Objective: Previous studies have found that ruptured intracranial aneurysms (RIAs) have distinct morphological and hemodynamic characteristics, including higher size ratio and oscillatory shear index and lower wall shear stress. Unruptured intracranial aneurysms (UIAs) that possess similar characteristics to RIAs may be at a higher risk of rupture than those UIAs that do not. The authors previously developed the Rupture Resemblance Score (RRS), a data-driven computer model that can objectively gauge the similarity of UIAs to RIAs in terms of morphology and hemodynamics. The authors aimed to explore the clinical utility of RRS in guiding the management of UIAs, especially for challenging cases such as small UIAs.
Methods: Between September 2018 and June 2019, the authors retrospectively collected consecutive challenging cases of incidentally identified UIAs that were discussed during their weekly multidisciplinary neurovascular conference. From patient 3D digital subtraction angiography, they reconstructed the aneurysm geometry and performed computer-assisted 3D morphology analysis and computational fluid dynamics simulation. They calculated RRS for every UIA case and compared it against the treatment decision made at the neurovascular conference as well as the recommendation based on the unruptured intracranial aneurysm treatment score (UIATS).
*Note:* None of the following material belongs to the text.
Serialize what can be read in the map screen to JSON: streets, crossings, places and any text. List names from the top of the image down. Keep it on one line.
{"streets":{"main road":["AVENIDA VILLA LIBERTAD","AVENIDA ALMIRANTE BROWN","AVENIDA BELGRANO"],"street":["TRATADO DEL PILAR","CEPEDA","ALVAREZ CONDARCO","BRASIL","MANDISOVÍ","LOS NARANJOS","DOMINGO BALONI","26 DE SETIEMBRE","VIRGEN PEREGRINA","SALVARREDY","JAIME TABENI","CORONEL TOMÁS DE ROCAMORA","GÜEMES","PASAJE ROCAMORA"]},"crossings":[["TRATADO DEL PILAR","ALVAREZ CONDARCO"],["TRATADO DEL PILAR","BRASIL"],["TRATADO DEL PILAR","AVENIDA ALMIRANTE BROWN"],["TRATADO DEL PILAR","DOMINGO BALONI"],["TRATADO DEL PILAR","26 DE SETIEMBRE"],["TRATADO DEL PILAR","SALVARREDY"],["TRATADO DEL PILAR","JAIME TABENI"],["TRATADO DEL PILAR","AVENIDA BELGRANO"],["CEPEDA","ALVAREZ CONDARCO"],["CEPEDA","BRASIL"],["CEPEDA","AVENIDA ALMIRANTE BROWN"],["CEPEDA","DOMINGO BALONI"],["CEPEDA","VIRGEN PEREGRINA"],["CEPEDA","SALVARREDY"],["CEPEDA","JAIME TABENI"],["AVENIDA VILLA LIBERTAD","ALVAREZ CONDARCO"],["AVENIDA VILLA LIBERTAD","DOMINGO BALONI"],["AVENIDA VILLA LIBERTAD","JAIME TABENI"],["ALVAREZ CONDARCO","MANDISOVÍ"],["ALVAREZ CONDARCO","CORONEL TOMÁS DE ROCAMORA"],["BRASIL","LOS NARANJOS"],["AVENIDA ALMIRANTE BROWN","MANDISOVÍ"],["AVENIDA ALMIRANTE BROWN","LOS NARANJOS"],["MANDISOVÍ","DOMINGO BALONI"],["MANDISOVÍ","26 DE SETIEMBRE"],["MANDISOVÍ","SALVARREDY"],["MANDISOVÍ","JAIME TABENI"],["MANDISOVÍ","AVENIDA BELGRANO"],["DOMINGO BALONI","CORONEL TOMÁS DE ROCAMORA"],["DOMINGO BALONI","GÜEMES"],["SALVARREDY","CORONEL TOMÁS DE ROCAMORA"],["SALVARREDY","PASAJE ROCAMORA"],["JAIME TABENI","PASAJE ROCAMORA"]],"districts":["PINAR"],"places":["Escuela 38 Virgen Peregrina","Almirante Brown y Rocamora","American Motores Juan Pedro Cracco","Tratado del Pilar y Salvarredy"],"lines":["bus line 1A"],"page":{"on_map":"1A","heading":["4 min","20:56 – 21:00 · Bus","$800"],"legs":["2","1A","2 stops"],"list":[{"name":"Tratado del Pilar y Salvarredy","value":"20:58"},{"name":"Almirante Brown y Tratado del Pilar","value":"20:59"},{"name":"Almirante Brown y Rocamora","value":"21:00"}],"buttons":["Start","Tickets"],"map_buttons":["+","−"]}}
Results: Forty-seven patients with 79 UIAs, 90% of which were < 7 mm in size, were included in this study. The mean RRS (range 0.0-1.0) was 0.24 ± 0.31. At the conferences, treatment was endorsed for 45 of the UIAs (57%). These cases had significantly higher RRSs than the 34 cases suggested for observation (0.33 ± 0.34 vs 0.11 ± 0.19, p < 0.001). The UIATS-based recommendations were "observation" for 24 UIAs (30%), "treatment" for 21 UIAs (27%), and "not definitive" for 34 UIAs (43%). These "not definitive" cases were stratified by RRS based on similarity to RIAs.
Conclusions: Although not a rupture predictor, RRS is a data-driven model that gauges the similarity of UIAs to RIAs in terms of morphology and hemodynamics. In cases in which the UIATS-based recommendation is not definitive, RRS provides additional stratification to assist the identification of high-risk UIAs. The current study highlights the clinical utility of RRS in a real-world setting as an adjunctive tool for the management of UIAs.
Keywords: computational fluid dynamics; hemodynamics; intracranial aneurysm; machine learning; rupture risk; subarachnoid hemorrhage; vascular disorders.